Aug. 22-Dec. 16, 2005. Tues and Thurs. 9:30-10:45 AM, Olin room 137 EC
cs.fit.edu/~mmahoney/cse3101
Book: Assembly Language for Intel-Based Computers, 4th ed., Kip R. Irvine, plus Internet sources on advanced instructions.
You will need access to a PC (Pentium II or higher) running any version of Windows. Recommended software (all free):
Within 24 hours after the first class you should receive an email notifying you that you have been added to the fit-cse3101 mailing list. If you do not, then email me to request an invitation. You are responsible for all material posted to the list, such as homework assignments, test announcements, and additional course material. Once you are a member, you are encouraged to post questions (or answers) to the class at fit-cse3101@googlegroups.com. If you have a Google account you may also access the list at the members-only website groups.google.com/group/fit-cse3101.

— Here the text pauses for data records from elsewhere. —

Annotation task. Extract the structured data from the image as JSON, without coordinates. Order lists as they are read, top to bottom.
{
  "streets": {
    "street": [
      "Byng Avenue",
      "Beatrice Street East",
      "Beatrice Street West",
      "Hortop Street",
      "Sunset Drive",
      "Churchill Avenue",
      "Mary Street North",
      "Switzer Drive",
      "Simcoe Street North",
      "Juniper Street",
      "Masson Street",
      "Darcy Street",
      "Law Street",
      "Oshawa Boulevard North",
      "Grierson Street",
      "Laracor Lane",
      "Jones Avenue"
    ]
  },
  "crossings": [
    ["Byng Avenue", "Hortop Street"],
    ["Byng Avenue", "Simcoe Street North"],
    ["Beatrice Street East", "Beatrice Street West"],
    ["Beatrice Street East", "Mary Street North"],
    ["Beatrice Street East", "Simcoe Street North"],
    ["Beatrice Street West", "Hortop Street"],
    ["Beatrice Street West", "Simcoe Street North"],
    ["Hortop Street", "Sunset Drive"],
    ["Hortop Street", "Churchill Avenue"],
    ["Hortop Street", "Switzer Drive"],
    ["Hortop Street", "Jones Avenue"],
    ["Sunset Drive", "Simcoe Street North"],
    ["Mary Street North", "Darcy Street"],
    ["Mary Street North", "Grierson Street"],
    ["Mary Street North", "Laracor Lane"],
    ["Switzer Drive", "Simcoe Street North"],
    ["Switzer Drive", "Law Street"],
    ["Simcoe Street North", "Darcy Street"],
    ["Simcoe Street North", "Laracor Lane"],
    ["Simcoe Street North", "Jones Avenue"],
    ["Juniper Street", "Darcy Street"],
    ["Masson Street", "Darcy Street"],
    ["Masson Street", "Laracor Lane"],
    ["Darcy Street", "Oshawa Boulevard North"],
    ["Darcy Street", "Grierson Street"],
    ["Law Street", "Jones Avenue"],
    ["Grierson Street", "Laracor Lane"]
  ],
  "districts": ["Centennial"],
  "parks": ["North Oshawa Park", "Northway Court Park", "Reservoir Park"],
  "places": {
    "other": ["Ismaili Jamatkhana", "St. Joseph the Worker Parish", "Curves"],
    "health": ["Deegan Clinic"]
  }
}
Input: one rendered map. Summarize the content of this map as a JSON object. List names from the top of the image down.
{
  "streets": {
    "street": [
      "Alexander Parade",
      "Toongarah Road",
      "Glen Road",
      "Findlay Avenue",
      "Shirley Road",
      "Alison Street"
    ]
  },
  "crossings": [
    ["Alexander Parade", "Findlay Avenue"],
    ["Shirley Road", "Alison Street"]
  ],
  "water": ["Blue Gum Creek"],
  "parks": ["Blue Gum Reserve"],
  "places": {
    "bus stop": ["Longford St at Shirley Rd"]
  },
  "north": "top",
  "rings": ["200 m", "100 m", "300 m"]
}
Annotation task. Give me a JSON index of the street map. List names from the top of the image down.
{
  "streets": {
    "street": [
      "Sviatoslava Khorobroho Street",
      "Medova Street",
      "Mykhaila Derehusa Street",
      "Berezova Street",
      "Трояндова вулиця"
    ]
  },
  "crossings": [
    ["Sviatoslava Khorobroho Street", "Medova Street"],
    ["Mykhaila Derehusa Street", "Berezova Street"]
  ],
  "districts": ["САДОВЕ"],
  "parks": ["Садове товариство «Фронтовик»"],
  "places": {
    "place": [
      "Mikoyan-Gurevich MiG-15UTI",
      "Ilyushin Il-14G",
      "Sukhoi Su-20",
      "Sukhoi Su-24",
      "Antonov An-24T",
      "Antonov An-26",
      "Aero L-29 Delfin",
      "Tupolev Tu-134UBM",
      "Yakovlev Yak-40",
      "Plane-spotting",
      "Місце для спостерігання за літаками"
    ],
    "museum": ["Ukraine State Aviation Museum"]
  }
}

50% homework and 50% exams.
Final grade = (sum of homework)/2 + (sum of top 3 exams)/6
90-100 = A, 80-89 = B, 70-79 = C, 60-69 = D, 0-59 = F.
There will be 4 exams including the final. The lowest exam will be dropped. All other exams count equally. All exams are open book and open notes (laptops off). There will be no makeup exams for any reason.
There will be several programming assignments worth a total of 100 points. All programming assignments will be turned in by email by attaching ONE source code plain text file. (Do not send executables, Word files, etc). Programs must be received by midnight on the date due. Late assignments are penalized 20% per day including non-class days, weekends, and holidays. Grading is based 50% on whether the program assembles and runs correctly, and 50% based on clarity of code and documentation. (Is the code understandable? Is it clear how to use the program to someone not familiar with the assignment? Do you describe the big picture rather than the details?)
All programs must run on my computer. This is a 750 MHz Duron model 3 (Compaq 5440) with 256 MB memory running Windows Me (similar to Win 98). Programs may be written for MASM 6.15, NASM 0.9.2, AS 2.9.5 (included with DJGPP g++) or AS 2.15.90 (included with MINGW g++). Programs requiring linking must link with one of DJGPP gcc/gxx 2.95.2, MINGW gcc/g++ 3.4.1, Borland C/C++ BCC32 5.5.1, or Digital Mars C/C++ SC ver. 8.35n using the linkers with those compilers, or with any files included in your CDROM (kernel32.dll, irvine32.dll, smallwin.inc, etc., linked with LINK32). Specify the exact commands used to compile and link. Your code may use any IA-32, floating point, or MMX istructions. Do not use SSE (xmm registers on Pentium III), SSE2 (Willamette/Pentium 4), or Cyrix extensions. Protected mode (32-bit) programs are preferred, except for programs that require 16-bit real mode (BIOS, MSDOS, direct hardware access, boot code, .COM files, etc.)
In addition to collected assigments, I will suggest homework (via the mailing list) that won't be collected or graded. However material from these assignments may appear on your exams.
You are permitted to receive help from other students or outside sources, however you must cite your sources in your program comments and your work must still demonstrate that you are capable of writing the program yourself. Copying code or allowing your code to be copied by other students is not allowed. See the Florida Tech Computer Science Honor Code for details.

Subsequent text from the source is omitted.